Abatangelo stood pinning up prints in the back room of his North Beach flat, drinking a beer and listening to a cassette of Maria Callas performing excerpts from Tosca.

He turned around to recue the tape each time his favorite aria ended: “Vissi d’arte, vissi d’amore.” Now in my hour of sorrow, Maria Callas sang, I stand alone. Callas’s was not normally a voice he preferred, but in this particular rendition, this aria, she gave him the chills. He’d read somewhere that the aria was often called “Tosca’s Prayer.” A misnomer, he thought. She isn’t praying. She’s braving her fate. Which brought Shel to mind and returned him to the matter at hand.

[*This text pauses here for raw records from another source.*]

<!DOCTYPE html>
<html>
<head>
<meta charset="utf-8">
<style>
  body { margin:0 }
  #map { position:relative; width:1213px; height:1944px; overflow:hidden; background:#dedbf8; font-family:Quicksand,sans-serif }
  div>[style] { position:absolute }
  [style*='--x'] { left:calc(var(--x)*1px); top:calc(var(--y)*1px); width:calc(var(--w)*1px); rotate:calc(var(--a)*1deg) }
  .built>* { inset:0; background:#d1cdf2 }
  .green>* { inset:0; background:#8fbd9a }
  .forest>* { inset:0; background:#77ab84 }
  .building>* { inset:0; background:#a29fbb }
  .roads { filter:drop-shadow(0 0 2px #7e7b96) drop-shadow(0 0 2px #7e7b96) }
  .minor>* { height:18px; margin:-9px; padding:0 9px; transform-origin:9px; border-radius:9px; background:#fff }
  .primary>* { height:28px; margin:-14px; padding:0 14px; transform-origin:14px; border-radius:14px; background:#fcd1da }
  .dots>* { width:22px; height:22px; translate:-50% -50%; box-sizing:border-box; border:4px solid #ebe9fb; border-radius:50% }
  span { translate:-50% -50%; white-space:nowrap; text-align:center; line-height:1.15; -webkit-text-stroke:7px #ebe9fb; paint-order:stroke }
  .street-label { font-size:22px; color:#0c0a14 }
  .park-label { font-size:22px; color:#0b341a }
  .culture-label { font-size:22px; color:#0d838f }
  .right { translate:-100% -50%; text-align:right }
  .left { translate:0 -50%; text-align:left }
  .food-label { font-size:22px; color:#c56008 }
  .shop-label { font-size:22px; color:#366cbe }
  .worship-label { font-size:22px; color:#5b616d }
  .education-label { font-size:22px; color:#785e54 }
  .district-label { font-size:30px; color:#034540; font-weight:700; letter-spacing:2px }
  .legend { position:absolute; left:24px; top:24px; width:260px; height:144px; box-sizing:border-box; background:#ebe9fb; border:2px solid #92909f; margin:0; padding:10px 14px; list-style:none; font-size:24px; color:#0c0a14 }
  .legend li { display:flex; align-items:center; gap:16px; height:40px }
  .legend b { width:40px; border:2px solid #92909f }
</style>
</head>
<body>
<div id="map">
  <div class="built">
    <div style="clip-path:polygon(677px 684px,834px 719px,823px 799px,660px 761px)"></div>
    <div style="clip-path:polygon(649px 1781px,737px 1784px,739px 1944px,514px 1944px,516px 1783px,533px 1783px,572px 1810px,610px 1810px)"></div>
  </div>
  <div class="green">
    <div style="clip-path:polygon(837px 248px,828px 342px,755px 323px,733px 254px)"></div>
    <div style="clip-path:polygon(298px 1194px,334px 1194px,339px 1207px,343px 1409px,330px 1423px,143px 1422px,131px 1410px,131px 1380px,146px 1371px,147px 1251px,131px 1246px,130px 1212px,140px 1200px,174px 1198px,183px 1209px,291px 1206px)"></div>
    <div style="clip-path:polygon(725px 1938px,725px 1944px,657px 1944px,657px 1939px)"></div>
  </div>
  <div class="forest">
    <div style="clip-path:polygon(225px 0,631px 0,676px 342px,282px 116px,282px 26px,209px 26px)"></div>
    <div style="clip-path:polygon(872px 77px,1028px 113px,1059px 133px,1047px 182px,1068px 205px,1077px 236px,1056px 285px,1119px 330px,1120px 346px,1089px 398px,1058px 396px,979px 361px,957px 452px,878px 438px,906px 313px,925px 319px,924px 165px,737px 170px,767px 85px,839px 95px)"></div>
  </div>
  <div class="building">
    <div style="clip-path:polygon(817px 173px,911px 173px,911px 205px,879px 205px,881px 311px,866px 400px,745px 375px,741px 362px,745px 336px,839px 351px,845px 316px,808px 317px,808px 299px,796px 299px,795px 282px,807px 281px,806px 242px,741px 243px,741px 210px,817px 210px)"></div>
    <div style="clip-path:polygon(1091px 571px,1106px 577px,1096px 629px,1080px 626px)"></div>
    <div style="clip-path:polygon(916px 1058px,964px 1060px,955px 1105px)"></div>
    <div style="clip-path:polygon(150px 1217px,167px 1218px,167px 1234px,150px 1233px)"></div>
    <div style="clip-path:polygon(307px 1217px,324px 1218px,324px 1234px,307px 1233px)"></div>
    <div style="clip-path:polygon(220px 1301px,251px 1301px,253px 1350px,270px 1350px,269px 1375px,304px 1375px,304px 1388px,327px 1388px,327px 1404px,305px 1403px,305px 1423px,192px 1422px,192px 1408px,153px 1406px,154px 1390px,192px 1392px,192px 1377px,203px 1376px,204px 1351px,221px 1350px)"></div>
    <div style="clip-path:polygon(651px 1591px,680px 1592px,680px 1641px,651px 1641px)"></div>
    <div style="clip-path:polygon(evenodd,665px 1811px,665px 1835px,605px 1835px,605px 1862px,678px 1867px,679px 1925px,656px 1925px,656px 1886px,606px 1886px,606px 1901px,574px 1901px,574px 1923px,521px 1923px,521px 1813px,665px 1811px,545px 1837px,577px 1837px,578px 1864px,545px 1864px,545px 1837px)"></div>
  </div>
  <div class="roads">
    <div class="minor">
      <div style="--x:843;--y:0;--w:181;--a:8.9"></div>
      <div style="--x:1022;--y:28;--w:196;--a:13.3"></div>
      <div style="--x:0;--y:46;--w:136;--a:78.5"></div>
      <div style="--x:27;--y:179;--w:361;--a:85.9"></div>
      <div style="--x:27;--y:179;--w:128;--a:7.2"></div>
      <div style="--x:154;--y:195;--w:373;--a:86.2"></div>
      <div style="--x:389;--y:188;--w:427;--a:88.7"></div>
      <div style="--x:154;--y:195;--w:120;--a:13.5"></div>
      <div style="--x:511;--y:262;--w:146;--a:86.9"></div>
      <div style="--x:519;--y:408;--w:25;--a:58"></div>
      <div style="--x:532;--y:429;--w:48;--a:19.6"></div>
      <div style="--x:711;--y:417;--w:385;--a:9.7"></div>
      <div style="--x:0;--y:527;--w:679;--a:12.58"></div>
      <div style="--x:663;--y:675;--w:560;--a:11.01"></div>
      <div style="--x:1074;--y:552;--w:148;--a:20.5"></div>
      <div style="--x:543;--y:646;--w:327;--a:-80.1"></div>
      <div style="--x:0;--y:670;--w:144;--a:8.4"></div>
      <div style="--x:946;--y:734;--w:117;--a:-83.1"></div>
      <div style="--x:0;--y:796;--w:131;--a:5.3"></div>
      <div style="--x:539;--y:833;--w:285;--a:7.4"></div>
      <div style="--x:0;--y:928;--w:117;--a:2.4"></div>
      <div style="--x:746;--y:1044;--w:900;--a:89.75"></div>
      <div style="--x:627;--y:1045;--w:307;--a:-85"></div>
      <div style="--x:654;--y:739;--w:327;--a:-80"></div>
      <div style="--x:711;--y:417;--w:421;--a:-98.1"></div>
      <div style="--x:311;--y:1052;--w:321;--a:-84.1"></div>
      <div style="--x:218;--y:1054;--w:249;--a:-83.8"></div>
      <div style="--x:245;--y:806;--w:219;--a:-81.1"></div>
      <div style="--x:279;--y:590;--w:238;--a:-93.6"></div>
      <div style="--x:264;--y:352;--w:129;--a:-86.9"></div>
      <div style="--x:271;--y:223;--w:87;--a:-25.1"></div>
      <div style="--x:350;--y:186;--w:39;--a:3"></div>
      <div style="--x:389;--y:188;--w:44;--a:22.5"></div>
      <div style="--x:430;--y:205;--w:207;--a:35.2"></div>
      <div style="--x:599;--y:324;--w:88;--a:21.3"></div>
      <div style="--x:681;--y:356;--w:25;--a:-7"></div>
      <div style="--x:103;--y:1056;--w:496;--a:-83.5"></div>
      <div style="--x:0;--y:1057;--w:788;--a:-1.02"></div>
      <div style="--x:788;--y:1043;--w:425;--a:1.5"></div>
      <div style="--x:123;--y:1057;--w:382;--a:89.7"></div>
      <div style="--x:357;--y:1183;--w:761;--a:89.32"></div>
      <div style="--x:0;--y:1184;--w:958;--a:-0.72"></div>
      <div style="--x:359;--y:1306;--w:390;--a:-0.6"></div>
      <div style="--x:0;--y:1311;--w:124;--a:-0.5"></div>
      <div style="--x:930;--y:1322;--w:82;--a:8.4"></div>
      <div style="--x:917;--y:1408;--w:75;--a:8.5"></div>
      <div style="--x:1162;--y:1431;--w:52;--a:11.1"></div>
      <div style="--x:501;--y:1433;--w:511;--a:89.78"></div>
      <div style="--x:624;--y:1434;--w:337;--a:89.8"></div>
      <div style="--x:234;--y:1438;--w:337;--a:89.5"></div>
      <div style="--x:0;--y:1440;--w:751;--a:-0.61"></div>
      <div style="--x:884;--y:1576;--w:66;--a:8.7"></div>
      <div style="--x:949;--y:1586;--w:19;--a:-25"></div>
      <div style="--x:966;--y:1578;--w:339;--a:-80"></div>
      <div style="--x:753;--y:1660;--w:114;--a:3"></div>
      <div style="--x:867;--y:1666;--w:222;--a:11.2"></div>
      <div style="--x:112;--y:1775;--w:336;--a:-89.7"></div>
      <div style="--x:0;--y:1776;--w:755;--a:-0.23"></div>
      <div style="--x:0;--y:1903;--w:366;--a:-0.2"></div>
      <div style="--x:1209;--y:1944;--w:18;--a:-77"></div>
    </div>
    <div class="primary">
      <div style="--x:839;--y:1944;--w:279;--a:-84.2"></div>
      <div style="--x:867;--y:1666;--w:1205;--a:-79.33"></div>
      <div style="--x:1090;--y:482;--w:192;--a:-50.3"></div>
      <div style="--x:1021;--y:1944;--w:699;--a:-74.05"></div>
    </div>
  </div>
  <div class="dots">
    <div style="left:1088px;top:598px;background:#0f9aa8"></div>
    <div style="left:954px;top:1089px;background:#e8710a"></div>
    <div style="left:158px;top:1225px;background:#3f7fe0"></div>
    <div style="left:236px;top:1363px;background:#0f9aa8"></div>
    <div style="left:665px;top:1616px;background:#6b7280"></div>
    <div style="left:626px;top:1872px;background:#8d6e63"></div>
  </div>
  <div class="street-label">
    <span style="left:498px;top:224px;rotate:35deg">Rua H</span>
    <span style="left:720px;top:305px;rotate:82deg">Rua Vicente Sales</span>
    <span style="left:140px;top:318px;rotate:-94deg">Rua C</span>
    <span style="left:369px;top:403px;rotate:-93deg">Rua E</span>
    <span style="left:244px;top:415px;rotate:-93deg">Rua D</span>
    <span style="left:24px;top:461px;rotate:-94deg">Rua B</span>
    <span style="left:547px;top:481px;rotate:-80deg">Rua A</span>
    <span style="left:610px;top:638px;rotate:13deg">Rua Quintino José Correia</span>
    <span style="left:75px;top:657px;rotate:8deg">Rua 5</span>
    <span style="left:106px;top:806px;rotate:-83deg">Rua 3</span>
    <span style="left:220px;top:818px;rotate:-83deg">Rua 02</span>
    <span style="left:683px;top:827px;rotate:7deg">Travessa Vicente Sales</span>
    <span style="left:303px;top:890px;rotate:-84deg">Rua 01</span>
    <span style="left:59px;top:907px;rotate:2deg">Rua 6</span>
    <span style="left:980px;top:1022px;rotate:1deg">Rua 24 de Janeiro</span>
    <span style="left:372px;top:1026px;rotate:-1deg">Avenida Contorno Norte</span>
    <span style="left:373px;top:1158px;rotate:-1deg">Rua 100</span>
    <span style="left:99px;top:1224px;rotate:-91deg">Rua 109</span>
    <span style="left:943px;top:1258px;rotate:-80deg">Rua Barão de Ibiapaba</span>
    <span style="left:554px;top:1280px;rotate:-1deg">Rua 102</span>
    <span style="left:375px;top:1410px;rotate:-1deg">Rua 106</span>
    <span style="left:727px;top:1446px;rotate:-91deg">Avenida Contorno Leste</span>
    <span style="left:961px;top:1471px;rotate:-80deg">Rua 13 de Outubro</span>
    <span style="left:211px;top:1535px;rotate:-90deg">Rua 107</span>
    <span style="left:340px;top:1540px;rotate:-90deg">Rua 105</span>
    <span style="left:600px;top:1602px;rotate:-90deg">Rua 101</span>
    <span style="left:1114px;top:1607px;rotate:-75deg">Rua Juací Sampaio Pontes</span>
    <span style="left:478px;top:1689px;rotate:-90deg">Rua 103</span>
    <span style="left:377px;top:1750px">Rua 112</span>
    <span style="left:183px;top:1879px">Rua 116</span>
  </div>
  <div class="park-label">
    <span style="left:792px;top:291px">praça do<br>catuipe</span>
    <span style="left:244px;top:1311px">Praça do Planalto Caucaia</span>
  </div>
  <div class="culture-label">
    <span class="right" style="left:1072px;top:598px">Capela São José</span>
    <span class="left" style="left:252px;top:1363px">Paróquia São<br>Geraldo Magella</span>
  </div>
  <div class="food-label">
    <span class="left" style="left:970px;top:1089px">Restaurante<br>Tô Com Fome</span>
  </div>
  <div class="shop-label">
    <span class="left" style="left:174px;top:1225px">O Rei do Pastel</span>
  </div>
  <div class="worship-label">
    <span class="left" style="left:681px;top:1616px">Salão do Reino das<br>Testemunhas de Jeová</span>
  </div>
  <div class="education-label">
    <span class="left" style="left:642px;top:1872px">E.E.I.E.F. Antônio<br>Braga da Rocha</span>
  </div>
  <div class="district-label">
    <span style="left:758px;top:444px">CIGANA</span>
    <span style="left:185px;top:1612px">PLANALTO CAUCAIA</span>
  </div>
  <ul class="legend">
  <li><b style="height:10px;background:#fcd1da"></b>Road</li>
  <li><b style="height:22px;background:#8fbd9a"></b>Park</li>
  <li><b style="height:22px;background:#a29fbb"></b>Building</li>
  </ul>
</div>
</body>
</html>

Despite the repartee, a hint of the old spark, even a kiss, Shel had left him standing there. A perfectly good reason existed for that, of course. Frank could be the biggest skank on earth, it wouldn’t change a thing. There was a child in the picture. And the boy got waxed. God only knew what the whole story was. Regardless, he knew Shel well enough to know she’d never in a thousand lifetimes turn her back on a thing like that.

And what about you, he thought. All you ever want to do is help, right? Like some heartsick freelance Boy Scout. All you want to do is say, Tell me how far to go. I’ll lie, cheat and steal for you, baby. Better yet, just like Tosca- I’ll kill for you, if you suffer for me.

He dropped into a chair near the wall and wiped his hands on a dish towel. The damp prints dripped on the floor, dangling from a plastic clothesline hung wall-to-wall by eyehooks. This was the darkroom. With sheets of black plastic he’d sealed off the kitchen in his flat. Upon a card table he’d stationed rubber bins filled with developer, stop bath, fixer. He worked by infrared lamp and an egg timer.

The photographs were those he’d shot from the hilltop overlooking Shel’s house. They seemed very much beside the point now. Even if he passed them along to Jill Rosemond the PI, what would it net him? Frank and Shel were most likely already on the run somewhere, far away and for good, leaving behind lonesome Danny and his pointless schemes.

He did not hear the rapping at his door until his next recue of the tape player. He remained still a moment, ear cocked, wondering if he hadn’t imagined the sound. It came again, more like a scratching than a knock. He tread toward the sound in his socks across the tile floor.